A version of this post originally appeared on the LINKAGES blog. Reprinted with permission.
“We will only achieve HIV/AIDS epidemic control if we reach the UNAIDS 90-90-90 targets for all ages, genders, and at-risk groups, including key populations.”
– Ambassador Deborah L. Birx, MD, U.S. Global AIDS Coordinator and U.S. Special Representative for Global Health Diplomacy, June 2018
In 2013, UNAIDS set out to establish new global targets for HIV testing, care and treatment. Stakeholder consultations were conducted at country and regional levels around the world, ultimately resulting in the creation of the ambitious 90-90-90 targets to help bring an end to the AIDS epidemic:
- By 2020, 90% of all people living with HIV will know their HIV status.
- By 2020, 90% of all people with diagnosed HIV infection will receive sustained antiretroviral therapy.
- By 2020, 90% of all people receiving antiretroviral therapy will have viral suppression.
Fast forward to today. We are now less than two years from 2020 and continuously working toward those targets. So, how are we doing? UNAIDS’ 2017 midterm progress report shows promise: 70% of people living with HIV know their status, 77% of people living with HIV who know their status are on treatment and 82% of people on treatment are virally suppressed.
Some countries have already reached 90-90-90, including Denmark and Sweden, and three LINKAGES countries — Botswana, Cambodia and Lesotho — are not far behind. This progress is proof that 90-90-90 is attainable among the general population. However, when it comes to key populations — men who have sex with men, people who inject drugs, sex workers and transgender people — the progress is too slow. The limited population-based data that are available show that testing and treatment coverage among key populations remains disproportionately low, with no key population group close to achieving the 90-90-90 targets.
This is not surprising. Key populations face persistent barriers to accessing HIV services, including stigma, discrimination, violence and punitive legal and policy environments. Frequently, they are not adequately engaged in the design, implementation and evaluation of programs intended to work with them. In addition, the field faces ever-present data challenges with key populations, many of whom do not disclose their current or former status as key population members and, therefore, can be difficult to track across the cascade of HIV services.

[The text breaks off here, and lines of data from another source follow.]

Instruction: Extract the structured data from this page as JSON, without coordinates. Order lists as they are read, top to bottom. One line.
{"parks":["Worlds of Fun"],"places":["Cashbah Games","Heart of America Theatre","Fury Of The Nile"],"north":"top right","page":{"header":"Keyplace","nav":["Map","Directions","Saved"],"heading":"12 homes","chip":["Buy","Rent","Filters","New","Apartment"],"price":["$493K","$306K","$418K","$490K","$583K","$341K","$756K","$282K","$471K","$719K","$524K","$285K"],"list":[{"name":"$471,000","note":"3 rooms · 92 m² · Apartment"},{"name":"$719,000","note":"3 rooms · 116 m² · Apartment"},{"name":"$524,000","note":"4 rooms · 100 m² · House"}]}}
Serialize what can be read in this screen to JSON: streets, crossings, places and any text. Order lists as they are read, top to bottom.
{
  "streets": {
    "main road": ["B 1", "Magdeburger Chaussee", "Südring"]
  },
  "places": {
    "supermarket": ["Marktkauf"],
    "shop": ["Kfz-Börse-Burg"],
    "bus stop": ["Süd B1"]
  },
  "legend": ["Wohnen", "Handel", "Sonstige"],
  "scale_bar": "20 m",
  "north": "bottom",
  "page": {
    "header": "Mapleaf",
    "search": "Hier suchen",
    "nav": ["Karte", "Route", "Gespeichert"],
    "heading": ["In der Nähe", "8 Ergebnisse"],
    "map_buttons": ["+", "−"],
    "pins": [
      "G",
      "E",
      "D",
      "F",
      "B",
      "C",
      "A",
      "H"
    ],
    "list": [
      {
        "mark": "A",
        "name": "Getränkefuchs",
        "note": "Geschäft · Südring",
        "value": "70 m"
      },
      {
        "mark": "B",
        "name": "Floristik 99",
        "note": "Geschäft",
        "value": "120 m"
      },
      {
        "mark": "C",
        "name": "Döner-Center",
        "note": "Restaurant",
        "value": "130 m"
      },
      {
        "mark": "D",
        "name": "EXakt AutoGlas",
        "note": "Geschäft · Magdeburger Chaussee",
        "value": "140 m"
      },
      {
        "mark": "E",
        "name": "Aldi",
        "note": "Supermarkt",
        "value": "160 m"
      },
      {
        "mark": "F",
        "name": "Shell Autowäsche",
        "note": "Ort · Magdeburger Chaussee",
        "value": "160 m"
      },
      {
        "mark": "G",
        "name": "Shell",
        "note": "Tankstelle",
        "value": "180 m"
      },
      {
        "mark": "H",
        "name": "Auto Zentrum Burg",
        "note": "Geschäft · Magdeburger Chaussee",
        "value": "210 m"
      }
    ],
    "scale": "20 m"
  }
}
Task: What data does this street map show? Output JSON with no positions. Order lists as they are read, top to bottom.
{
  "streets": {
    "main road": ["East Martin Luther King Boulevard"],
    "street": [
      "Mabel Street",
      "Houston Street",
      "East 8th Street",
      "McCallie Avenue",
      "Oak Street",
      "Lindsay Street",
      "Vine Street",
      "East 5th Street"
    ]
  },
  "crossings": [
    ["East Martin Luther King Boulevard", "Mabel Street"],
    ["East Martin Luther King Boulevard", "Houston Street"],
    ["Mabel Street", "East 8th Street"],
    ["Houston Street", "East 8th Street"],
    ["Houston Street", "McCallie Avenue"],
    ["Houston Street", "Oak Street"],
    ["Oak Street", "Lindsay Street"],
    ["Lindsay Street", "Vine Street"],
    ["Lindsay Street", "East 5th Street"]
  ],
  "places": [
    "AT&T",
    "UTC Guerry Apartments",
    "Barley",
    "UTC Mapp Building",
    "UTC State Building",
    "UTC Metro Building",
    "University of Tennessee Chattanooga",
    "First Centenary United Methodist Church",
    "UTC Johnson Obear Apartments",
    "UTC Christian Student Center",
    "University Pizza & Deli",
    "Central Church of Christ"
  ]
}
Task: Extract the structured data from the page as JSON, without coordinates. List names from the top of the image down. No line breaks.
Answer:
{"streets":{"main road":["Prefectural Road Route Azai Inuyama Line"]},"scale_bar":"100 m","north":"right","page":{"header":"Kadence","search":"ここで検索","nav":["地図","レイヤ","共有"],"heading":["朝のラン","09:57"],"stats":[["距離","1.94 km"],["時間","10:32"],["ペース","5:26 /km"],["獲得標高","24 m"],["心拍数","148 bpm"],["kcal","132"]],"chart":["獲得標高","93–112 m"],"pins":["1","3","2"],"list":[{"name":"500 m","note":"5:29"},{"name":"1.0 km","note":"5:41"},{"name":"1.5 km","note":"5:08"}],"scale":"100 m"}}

The USAID– and PEPFAR-supported LINKAGES project and its partners work to ensure that key populations are not only counted, but effectively reached in pursuit of 90-90-90 and epidemic control. The breadth of strategies that the project is actively pursuing to improve service uptake across the cascade includes peer navigation, the enhanced peer outreach approach, HIV self-testing, active monitoring of stigma and discrimination in health care settings, harnessing the power of social media influencers and going online. These innovative solutions help to overcome structural obstacles, ensure the safety and security of implementers and key population members, and strengthen the capacity of key populations to lead.
Even if we reach 90-90-90 by 2020, and then 95-95-95 by 2030, our achievements will not be sustained without shifting the focus to key populations most in need of HIV services. As Ambassador Birx has stated, we can get close to 90-90-90 without bringing key populations along, but we cannot achieve it nor can we sustain it without key populations at the core of our final push. As we gear up for AIDS 2018, we must maintain focus on key populations and expand our commitment to delivering effective, data-driven programs at scale that meet their needs and engage them meaningfully in implementation. Only then can we imagine a future without AIDS.